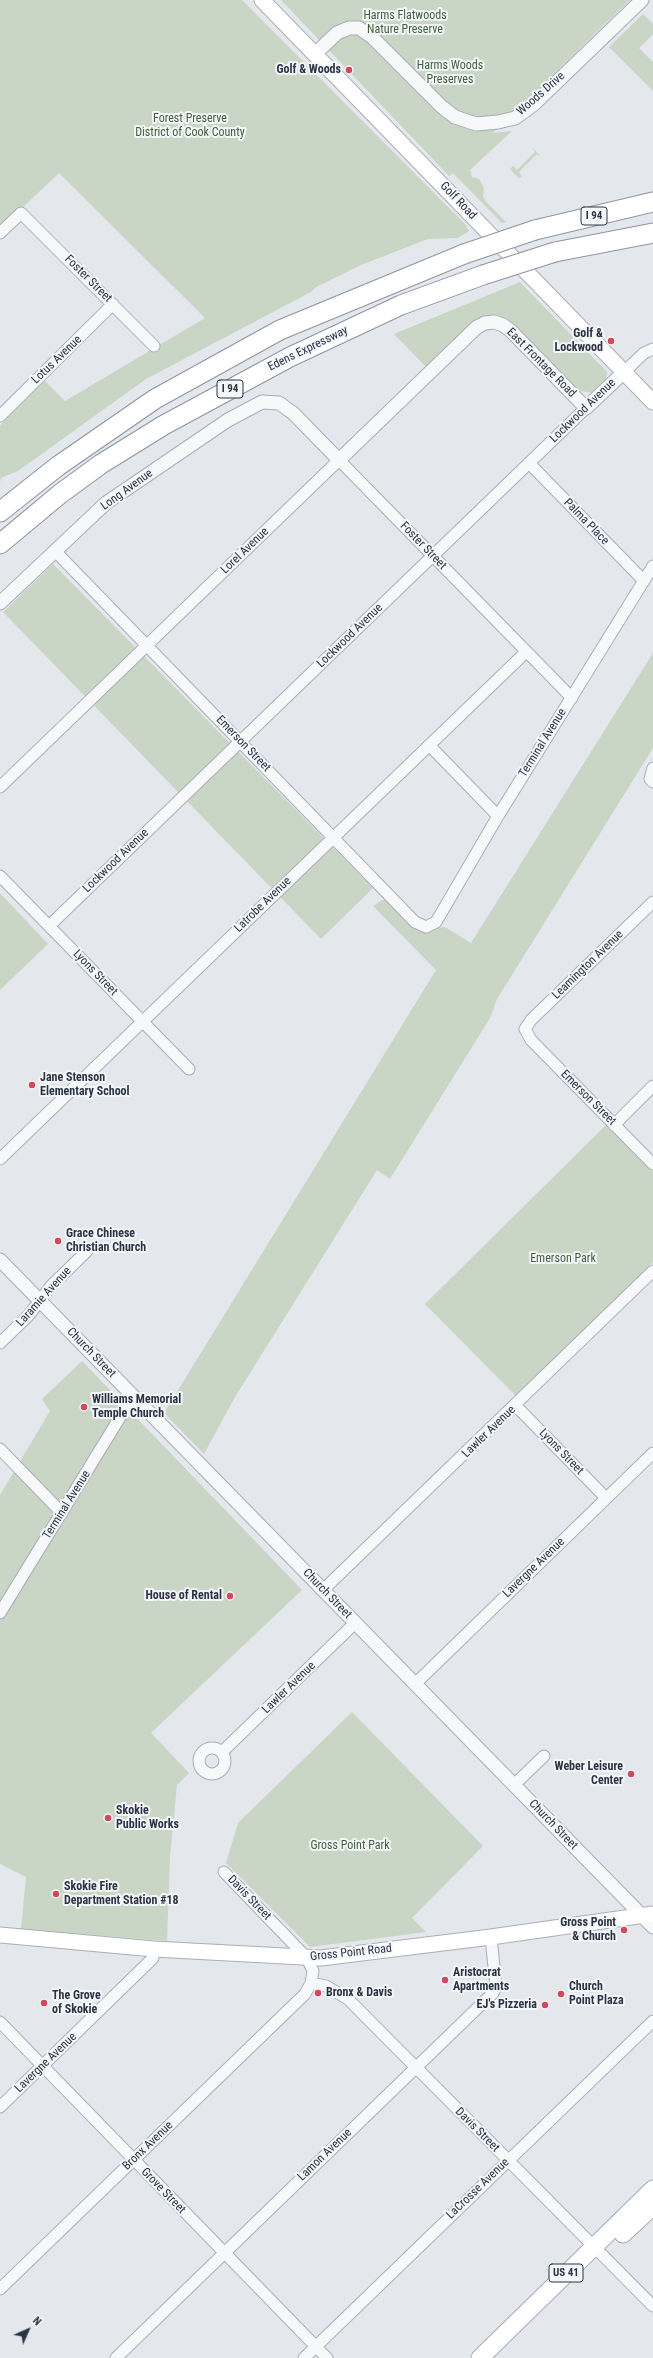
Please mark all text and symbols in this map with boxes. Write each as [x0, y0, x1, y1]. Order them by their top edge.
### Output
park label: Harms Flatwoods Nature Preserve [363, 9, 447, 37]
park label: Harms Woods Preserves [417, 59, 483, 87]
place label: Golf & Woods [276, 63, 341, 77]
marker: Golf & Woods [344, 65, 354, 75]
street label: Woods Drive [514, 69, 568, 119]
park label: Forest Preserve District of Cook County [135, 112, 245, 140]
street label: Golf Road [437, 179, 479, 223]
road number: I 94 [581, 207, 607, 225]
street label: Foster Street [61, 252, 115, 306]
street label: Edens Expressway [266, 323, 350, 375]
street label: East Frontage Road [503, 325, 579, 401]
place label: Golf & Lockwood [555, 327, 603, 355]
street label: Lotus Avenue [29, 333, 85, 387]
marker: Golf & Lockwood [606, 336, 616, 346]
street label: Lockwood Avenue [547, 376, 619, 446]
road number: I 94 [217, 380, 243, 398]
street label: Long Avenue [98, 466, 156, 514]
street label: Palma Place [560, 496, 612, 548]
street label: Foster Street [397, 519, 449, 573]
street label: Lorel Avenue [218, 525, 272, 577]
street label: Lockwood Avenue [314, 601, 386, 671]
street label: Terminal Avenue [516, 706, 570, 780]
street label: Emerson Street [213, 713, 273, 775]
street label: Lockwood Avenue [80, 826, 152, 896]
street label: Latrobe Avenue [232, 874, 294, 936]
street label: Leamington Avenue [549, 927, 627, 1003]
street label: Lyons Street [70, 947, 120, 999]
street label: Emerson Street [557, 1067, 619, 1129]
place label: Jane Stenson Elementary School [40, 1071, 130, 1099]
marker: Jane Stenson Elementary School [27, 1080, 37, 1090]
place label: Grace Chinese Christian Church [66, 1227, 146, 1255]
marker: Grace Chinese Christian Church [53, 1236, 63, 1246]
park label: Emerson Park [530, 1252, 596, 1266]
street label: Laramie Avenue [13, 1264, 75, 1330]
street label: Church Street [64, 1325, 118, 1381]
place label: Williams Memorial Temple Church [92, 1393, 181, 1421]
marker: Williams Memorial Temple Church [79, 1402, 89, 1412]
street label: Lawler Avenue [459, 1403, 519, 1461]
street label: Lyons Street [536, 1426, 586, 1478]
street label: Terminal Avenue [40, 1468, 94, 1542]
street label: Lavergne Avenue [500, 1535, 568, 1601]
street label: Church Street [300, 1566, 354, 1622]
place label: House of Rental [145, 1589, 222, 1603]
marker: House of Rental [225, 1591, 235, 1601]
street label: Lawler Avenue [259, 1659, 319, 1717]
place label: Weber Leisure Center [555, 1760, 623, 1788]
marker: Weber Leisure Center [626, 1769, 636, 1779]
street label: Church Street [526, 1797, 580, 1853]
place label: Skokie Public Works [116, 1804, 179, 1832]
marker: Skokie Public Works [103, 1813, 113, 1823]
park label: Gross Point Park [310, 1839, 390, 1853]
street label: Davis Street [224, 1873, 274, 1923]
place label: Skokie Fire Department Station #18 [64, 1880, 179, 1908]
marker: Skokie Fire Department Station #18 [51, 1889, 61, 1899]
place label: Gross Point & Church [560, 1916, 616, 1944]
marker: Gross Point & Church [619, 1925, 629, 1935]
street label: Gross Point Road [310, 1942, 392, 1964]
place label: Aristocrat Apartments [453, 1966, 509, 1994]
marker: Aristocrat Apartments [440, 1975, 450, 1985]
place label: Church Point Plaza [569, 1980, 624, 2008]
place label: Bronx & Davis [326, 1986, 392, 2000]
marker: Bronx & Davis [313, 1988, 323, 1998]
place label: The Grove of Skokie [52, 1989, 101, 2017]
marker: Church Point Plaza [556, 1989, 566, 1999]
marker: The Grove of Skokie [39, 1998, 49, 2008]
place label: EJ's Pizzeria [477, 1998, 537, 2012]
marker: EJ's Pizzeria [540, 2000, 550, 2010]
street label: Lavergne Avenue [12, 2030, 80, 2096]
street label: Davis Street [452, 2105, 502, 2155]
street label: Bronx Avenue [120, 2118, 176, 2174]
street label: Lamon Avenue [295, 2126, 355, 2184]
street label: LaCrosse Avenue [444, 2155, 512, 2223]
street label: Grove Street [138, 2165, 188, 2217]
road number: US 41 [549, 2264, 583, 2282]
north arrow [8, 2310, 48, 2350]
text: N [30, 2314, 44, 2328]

• [Exercise] From the data above, how many lines contain the word "Williams"? Give the number alone.

• [Result of the exercise] 2